Data to examine:
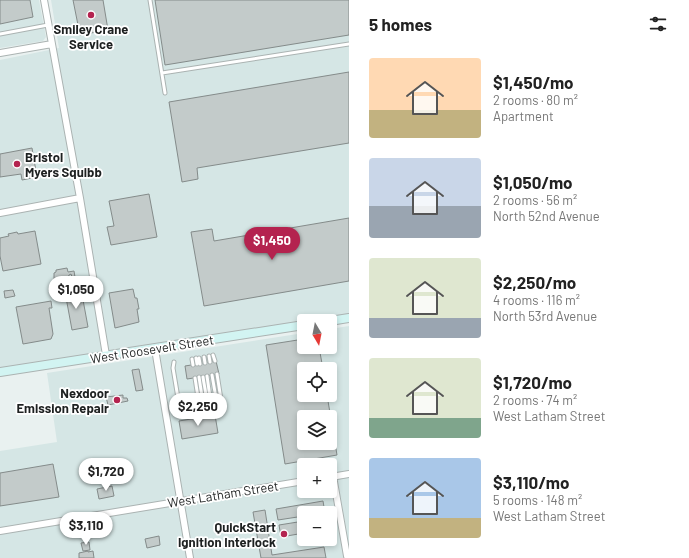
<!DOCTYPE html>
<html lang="en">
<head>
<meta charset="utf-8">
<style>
	:root { --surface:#fff; --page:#f6f6f6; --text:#222; --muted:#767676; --accent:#b4234f }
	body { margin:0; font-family:Barlow,sans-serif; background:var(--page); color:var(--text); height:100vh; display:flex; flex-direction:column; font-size:15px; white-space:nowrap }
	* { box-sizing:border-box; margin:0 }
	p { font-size:13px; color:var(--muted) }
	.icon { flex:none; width:22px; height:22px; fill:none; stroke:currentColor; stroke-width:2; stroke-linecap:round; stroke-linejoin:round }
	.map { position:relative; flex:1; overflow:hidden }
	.drawer { display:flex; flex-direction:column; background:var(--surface); width:340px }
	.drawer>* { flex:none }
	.needle { width:26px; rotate:170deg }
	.controls { position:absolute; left:297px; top:314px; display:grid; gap:8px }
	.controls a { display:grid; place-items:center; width:40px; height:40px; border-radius:4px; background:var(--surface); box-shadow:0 2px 6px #0003; font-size:20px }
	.price { position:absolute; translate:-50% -34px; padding:0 9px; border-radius:14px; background:#fff; color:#222; font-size:13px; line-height:26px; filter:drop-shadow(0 1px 2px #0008) }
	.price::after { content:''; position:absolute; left:50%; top:24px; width:12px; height:9px; margin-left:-6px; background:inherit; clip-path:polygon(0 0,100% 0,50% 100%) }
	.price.current { background:var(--accent); color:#fff }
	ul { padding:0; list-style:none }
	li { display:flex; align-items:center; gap:12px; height:100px; padding:0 20px }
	li span { display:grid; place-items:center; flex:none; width:112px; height:80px; border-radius:4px; color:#555 }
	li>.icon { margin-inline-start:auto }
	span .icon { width:48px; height:48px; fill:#fffc; stroke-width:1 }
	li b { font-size:17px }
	h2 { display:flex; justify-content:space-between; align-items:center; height:48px; padding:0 20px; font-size:17px }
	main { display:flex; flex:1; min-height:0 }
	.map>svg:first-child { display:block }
</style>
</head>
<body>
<main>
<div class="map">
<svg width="349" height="558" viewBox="0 0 349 558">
	<rect width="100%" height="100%" fill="#e9f1f0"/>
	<path fill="#d5e6e5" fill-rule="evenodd" d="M0,0H39L46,37L43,41L0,48Z
		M51,0H349V314L0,372V60L59,48Z
		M349,326V558H0V451L57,442L47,373L304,333V347H330V329ZM304,369H330V395H304ZM304,417H330V443H304ZM304,465H330V491H304ZM304,513H330V539H304Z"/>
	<path fill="#c3cbca" stroke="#848b8a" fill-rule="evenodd" d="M0,0H30L33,17L0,24Z
		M73,0H103L108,30L80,35Z
		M155,0H349V35L165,65Z
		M349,72V143L197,168L198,179L182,182L169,102Z
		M32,148L37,177L22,180L21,174L0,177V154Z
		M149,194L157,237L111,245L107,227L114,226L109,201Z
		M349,218V281L204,306L191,232L212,229L214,241Z
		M35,231L41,264L3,271L0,256V238L9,236L8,234L17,232L18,234Z
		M67,268L68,272L74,271L75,277H72L71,274L69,275L68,278L54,280V273L56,272V270Z
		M81,289L88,327L72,330L65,292Z
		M133,289L135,298H137L139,309H137L139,322L115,328L109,293Z
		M13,290L15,296L5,298L4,291Z
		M51,301L52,308H49L53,334L51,339L23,344L16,307Z
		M304,339V347H319L323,369H304V395H327L337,455L285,464L266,345ZM304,417H330V443H304Z
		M216,361L219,374L187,379L185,366Z
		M139,369L143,390L136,391L132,370Z
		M123,395V398H127L128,401L108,405L106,397Z
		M215,415L218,433L182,439L179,421Z
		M53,464L59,497L0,506V473Z
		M112,486L114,496L99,499L97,489Z
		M323,501L325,513H304V516L278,520L276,509Z
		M265,510L272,555L324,547L326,558H261L253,512Z
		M304,521V533L281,537L279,525Z
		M159,536L160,545L147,548L145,539Z
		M89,542L90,550L83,551L81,543Z
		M88,551V552L93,551L94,558H79V553Z"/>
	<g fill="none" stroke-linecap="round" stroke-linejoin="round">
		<g stroke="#abb3b2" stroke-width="5">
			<path id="lane" d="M150,0L165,93
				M0,34L48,25
				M162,73L349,44
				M213,355L215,361
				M209,356L210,362
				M204,357L205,363
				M196,358L197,364
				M199,358L200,364
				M192,359L193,365
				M174,362L173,368L180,410L186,416L195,417L214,414L221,410L222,406L217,374
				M206,415L211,404L207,376
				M209,415L217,404L212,375
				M189,416L199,404L195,378
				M201,416C210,402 205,392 203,377
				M195,417L203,403L199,377"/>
		</g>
		<g stroke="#abb3b2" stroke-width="8">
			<path id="street" d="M44,0L80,198L106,355
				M0,53L52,44
				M0,213L80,198
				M155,349L190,558
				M333,476L347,556
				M331,477L349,474
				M0,531L304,481"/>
		</g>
		<g stroke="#abb3b2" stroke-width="10">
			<path id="secondary" d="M330,321L349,318
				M0,372L304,325"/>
		</g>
		<use href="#lane" stroke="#fff" stroke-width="3"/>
		<use href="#street" stroke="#fff" stroke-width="6"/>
		<use href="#secondary" stroke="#d2f4f2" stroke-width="8"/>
	</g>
	<g fill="#b4234f" stroke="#fff" stroke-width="1.5">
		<circle cx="91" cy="15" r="4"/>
		<circle cx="17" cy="164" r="4"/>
		<circle cx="117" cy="400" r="4"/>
		<circle cx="284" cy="534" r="4"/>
	</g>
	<g text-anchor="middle" stroke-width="3.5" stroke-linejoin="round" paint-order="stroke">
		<g font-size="13" font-weight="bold" fill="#1e2121" stroke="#fff" text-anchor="end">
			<text x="91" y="34" text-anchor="middle">Smiley Crane<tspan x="91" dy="15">Service</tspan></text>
			<text x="25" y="162" text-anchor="start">Bristol<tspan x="25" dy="15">Myers Squibb</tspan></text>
			<text x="109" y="398">Nexdoor<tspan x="109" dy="15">Emission Repair</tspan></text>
			<text x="276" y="532">QuickStart<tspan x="276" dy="15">Ignition Interlock</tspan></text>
		</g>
		<g font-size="13" fill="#1e2121" stroke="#fff">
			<text transform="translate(152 349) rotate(-9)" y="5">West Roosevelt Street</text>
			<text transform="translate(223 494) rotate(-9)" y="5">West Latham Street</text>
		</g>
	</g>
</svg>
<div class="controls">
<a><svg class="needle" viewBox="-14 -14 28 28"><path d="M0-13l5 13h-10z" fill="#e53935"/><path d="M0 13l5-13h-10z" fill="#767676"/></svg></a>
<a><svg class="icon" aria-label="locate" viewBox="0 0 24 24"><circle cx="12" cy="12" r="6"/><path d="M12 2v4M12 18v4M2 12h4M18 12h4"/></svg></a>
<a><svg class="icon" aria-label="layers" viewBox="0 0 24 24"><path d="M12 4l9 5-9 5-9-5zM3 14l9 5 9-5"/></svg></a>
<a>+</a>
<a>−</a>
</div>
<b class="price current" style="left:272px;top:261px">$1,450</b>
<b class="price" style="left:76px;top:310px">$1,050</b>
<b class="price" style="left:198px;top:427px">$2,250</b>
<b class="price" style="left:106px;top:492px">$1,720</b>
<b class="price" style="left:86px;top:546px">$3,110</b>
</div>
<section class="drawer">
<h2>5 homes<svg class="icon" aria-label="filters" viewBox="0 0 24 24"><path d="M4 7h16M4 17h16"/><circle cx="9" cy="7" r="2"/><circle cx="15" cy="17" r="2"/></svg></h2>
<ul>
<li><span style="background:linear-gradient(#ffd9b3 65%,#c2b280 0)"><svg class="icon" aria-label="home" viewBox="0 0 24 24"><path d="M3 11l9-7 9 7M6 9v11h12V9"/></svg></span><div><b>$1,450/mo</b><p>2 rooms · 80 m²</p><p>Apartment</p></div></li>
<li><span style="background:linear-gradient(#c9d6e8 60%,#9aa5b1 0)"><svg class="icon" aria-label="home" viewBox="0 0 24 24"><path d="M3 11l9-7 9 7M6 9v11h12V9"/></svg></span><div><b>$1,050/mo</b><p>2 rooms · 56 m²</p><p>North 52nd Avenue</p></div></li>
<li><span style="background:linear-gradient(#dfe7d0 75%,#9aa5b1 0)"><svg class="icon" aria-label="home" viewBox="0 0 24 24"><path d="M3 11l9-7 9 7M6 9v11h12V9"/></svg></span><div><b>$2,250/mo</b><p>4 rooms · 116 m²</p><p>North 53rd Avenue</p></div></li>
<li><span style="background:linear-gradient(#dfe7d0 75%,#7fa58c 0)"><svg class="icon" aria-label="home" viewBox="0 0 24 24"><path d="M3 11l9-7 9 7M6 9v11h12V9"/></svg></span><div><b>$1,720/mo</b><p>2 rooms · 74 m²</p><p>West Latham Street</p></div></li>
<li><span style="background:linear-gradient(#a9c7e8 75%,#c2b280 0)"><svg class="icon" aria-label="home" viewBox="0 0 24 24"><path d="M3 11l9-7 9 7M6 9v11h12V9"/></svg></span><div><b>$3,110/mo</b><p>5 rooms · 148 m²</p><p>West Latham Street</p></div></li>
</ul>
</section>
</main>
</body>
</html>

What to do: Copy out every line of the data in which the word "linecap" is found.

Answer box:
	.icon { flex:none; width:22px; height:22px; fill:none; stroke:currentColor; stroke-width:2; stroke-linecap:round; stroke-linejoin:round }
	<g fill="none" stroke-linecap="round" stroke-linejoin="round">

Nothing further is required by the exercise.